**Exercise brief:** Give again, word for word, every line below from the one that has "Describe this map" through the one that has "I am building", both included, and no others.

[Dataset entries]
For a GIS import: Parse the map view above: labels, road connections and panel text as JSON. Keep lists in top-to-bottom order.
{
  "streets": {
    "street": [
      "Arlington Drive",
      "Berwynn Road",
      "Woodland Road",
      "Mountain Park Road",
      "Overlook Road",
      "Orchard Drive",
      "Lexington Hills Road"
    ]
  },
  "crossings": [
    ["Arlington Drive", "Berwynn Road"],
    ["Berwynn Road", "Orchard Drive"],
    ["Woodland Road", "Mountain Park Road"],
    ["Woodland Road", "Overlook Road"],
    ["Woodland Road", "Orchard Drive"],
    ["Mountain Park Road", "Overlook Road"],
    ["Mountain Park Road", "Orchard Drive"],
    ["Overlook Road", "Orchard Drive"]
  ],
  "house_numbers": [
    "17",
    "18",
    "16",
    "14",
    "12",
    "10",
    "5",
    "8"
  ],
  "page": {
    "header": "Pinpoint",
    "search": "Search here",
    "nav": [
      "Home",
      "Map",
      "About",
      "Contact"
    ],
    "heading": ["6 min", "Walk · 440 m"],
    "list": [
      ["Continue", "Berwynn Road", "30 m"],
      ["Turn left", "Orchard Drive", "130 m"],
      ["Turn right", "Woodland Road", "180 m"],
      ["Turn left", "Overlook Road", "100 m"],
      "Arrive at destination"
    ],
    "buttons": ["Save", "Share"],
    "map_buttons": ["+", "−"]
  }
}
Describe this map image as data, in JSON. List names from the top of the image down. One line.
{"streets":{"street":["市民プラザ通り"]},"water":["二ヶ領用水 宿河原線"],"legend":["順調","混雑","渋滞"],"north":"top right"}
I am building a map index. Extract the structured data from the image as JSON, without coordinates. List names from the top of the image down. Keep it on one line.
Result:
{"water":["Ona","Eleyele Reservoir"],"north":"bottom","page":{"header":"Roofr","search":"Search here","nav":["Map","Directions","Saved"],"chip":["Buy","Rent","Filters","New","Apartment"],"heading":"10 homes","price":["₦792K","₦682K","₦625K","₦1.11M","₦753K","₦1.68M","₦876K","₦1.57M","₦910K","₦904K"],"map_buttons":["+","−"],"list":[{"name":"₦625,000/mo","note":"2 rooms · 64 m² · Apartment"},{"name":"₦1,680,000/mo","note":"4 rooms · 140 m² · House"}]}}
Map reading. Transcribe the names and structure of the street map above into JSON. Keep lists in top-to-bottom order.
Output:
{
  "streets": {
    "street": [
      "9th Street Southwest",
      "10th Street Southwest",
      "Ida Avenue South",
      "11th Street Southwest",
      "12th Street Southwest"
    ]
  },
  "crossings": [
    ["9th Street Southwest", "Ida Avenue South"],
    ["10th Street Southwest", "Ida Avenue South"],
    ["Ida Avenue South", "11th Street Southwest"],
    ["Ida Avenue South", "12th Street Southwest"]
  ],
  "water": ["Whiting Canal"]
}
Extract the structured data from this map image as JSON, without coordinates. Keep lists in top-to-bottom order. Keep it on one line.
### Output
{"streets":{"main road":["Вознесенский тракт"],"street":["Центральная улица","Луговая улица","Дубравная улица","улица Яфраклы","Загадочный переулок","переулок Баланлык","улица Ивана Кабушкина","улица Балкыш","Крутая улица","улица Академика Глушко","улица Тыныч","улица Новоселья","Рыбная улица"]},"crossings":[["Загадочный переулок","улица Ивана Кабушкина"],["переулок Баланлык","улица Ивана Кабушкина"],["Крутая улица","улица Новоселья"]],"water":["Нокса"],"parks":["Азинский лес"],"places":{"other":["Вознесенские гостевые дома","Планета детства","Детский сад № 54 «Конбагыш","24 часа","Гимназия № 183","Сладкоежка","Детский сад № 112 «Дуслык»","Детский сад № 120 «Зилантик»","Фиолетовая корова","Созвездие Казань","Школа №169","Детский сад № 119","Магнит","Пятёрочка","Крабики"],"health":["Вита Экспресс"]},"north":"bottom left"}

**The answer:**
Describe this map image as data, in JSON. List names from the top of the image down. One line.
{"streets":{"street":["市民プラザ通り"]},"water":["二ヶ領用水 宿河原線"],"legend":["順調","混雑","渋滞"],"north":"top right"}
I am building a map index. Extract the structured data from the image as JSON, without coordinates. List names from the top of the image down. Keep it on one line.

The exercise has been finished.